Dataset entries:
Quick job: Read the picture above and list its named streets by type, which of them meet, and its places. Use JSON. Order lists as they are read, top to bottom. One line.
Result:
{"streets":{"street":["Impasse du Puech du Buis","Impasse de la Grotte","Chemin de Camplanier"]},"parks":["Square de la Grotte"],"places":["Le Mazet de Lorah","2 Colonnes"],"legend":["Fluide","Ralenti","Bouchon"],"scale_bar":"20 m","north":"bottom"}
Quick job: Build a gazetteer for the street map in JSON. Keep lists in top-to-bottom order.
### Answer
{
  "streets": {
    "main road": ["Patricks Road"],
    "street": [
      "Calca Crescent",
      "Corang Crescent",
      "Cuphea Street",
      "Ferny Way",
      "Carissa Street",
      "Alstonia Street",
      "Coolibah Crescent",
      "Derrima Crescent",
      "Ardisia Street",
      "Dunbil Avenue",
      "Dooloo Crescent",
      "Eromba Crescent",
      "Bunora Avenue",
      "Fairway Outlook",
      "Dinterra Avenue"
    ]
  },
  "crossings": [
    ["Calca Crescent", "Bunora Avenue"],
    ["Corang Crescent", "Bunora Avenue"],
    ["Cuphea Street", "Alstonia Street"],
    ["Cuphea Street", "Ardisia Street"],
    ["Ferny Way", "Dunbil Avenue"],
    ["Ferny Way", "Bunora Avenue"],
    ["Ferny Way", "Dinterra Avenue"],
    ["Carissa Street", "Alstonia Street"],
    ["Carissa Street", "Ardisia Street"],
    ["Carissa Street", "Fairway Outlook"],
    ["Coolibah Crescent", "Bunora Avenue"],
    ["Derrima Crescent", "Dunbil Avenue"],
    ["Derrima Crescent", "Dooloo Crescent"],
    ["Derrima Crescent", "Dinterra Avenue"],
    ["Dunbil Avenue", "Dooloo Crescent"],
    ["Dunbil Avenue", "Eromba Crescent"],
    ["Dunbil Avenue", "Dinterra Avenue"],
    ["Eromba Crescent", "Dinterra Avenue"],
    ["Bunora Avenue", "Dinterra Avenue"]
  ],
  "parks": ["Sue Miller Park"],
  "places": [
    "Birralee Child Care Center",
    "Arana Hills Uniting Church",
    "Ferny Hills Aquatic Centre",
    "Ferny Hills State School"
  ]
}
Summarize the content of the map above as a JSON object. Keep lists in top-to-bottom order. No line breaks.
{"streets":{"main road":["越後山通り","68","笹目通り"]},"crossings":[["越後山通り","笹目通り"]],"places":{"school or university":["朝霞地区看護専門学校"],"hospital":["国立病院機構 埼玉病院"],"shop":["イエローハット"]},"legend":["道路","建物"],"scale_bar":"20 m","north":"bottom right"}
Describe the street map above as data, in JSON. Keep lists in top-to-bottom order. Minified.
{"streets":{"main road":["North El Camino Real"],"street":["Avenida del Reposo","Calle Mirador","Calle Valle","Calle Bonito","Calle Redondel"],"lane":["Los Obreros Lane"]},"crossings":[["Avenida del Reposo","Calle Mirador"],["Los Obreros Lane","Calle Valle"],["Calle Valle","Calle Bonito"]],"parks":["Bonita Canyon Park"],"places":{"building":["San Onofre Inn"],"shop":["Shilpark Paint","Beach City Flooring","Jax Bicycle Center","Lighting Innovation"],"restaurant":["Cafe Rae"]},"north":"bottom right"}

**Problem:** For the word "Quick", return every line of the records that holds it.

**Output for this task:**
Quick job: Read the picture above and list its named streets by type, which of them meet, and its places. Use JSON. Order lists as they are read, top to bottom. One line.
Quick job: Build a gazetteer for the street map in JSON. Keep lists in top-to-bottom order.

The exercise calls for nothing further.